ACTIVITY: This exercise calls for the whole listing to be given again exactly, without images.
◇ ◇ ◇ ◇ ◇
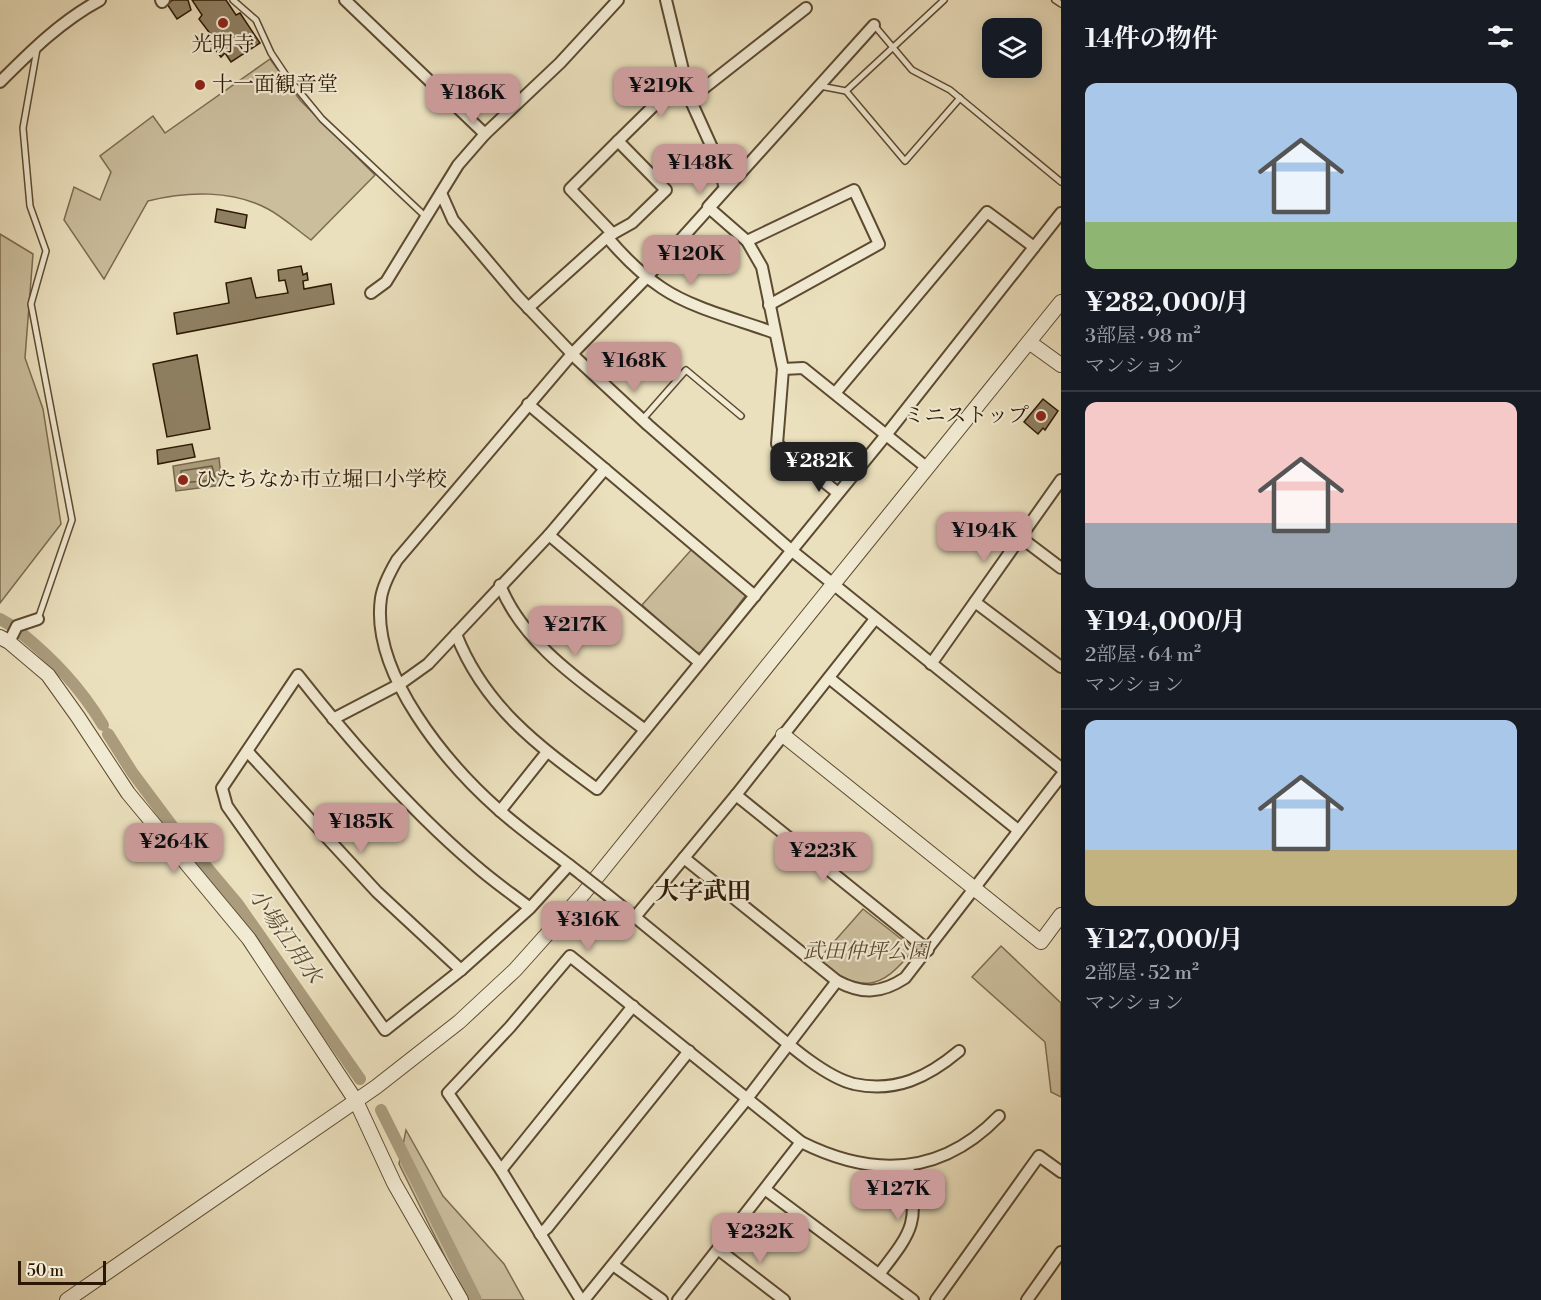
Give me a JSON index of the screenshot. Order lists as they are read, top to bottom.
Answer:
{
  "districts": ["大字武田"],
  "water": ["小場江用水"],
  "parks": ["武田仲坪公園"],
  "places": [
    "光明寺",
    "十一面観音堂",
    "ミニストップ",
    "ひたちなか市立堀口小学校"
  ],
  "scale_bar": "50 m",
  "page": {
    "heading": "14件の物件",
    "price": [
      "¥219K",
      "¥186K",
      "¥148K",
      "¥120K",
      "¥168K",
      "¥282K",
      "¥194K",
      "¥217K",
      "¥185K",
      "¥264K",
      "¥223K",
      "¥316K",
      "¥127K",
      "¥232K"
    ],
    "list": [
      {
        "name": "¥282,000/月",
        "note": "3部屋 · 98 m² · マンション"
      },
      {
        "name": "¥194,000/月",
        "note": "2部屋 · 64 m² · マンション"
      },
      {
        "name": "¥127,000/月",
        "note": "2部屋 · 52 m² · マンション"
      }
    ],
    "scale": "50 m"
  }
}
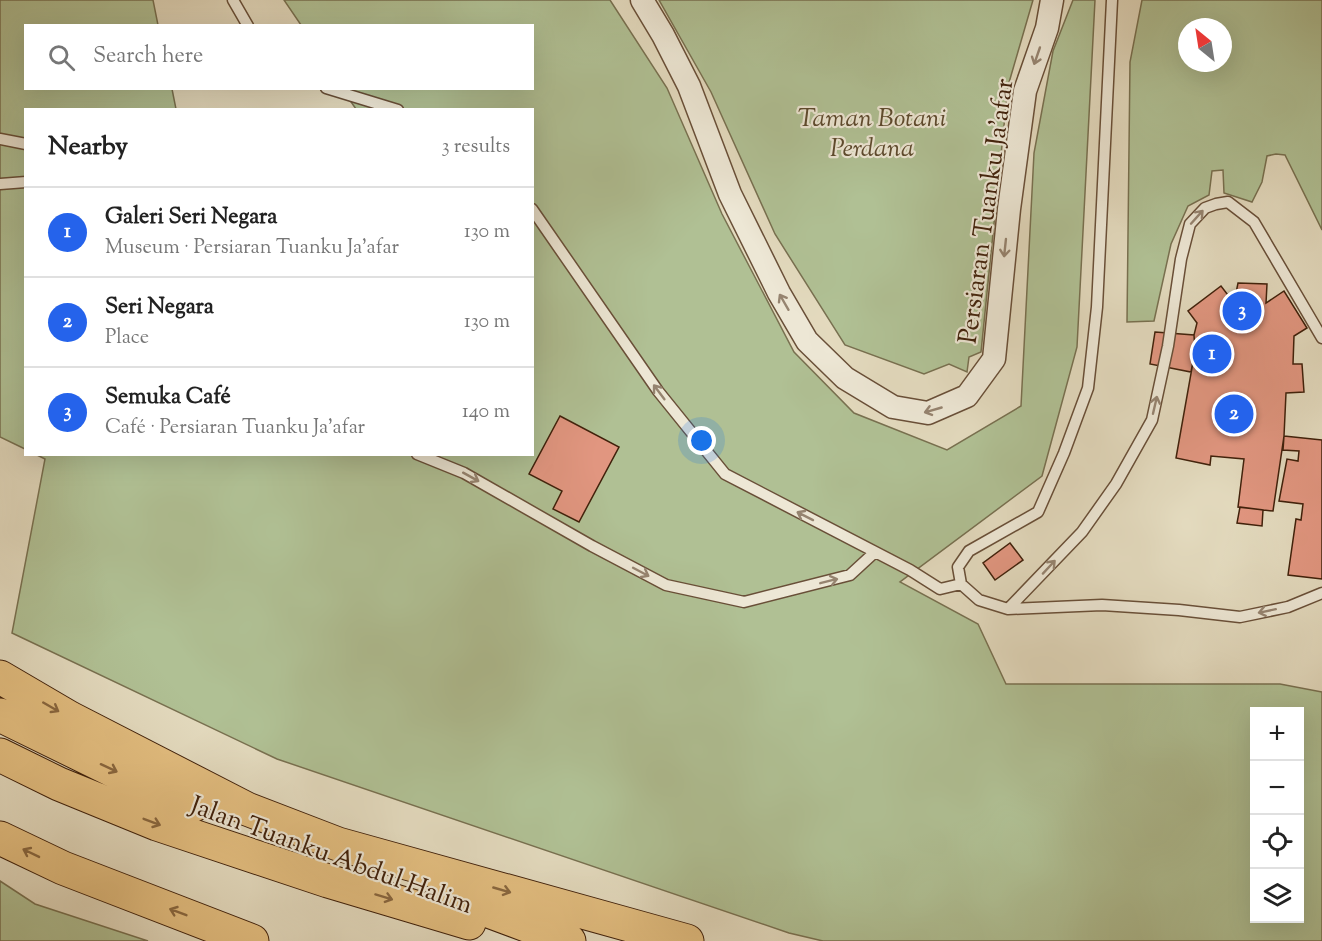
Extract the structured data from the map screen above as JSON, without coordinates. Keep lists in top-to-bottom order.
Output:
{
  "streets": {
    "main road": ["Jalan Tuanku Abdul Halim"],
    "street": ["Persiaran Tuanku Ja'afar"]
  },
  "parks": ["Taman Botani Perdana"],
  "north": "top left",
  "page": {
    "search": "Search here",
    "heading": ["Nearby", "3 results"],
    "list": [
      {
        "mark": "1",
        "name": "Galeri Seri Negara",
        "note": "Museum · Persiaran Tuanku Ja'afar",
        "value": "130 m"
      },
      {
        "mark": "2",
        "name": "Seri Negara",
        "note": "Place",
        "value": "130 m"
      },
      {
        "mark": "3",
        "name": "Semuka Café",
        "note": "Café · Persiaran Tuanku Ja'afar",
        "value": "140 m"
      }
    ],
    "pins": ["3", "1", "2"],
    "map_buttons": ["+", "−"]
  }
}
◇ ◇ ◇ ◇ ◇
OUTPUT FOR THIS TASK:
Give me a JSON index of the screenshot. Order lists as they are read, top to bottom.
Answer:
{
  "districts": ["大字武田"],
  "water": ["小場江用水"],
  "parks": ["武田仲坪公園"],
  "places": [
    "光明寺",
    "十一面観音堂",
    "ミニストップ",
    "ひたちなか市立堀口小学校"
  ],
  "scale_bar": "50 m",
  "page": {
    "heading": "14件の物件",
    "price": [
      "¥219K",
      "¥186K",
      "¥148K",
      "¥120K",
      "¥168K",
      "¥282K",
      "¥194K",
      "¥217K",
      "¥185K",
      "¥264K",
      "¥223K",
      "¥316K",
      "¥127K",
      "¥232K"
    ],
    "list": [
      {
        "name": "¥282,000/月",
        "note": "3部屋 · 98 m² · マンション"
      },
      {
        "name": "¥194,000/月",
        "note": "2部屋 · 64 m² · マンション"
      },
      {
        "name": "¥127,000/月",
        "note": "2部屋 · 52 m² · マンション"
      }
    ],
    "scale": "50 m"
  }
}
Extract the structured data from the map screen above as JSON, without coordinates. Keep lists in top-to-bottom order.
Output:
{
  "streets": {
    "main road": ["Jalan Tuanku Abdul Halim"],
    "street": ["Persiaran Tuanku Ja'afar"]
  },
  "parks": ["Taman Botani Perdana"],
  "north": "top left",
  "page": {
    "search": "Search here",
    "heading": ["Nearby", "3 results"],
    "list": [
      {
        "mark": "1",
        "name": "Galeri Seri Negara",
        "note": "Museum · Persiaran Tuanku Ja'afar",
        "value": "130 m"
      },
      {
        "mark": "2",
        "name": "Seri Negara",
        "note": "Place",
        "value": "130 m"
      },
      {
        "mark": "3",
        "name": "Semuka Café",
        "note": "Café · Persiaran Tuanku Ja'afar",
        "value": "140 m"
      }
    ],
    "pins": ["3", "1", "2"],
    "map_buttons": ["+", "−"]
  }
}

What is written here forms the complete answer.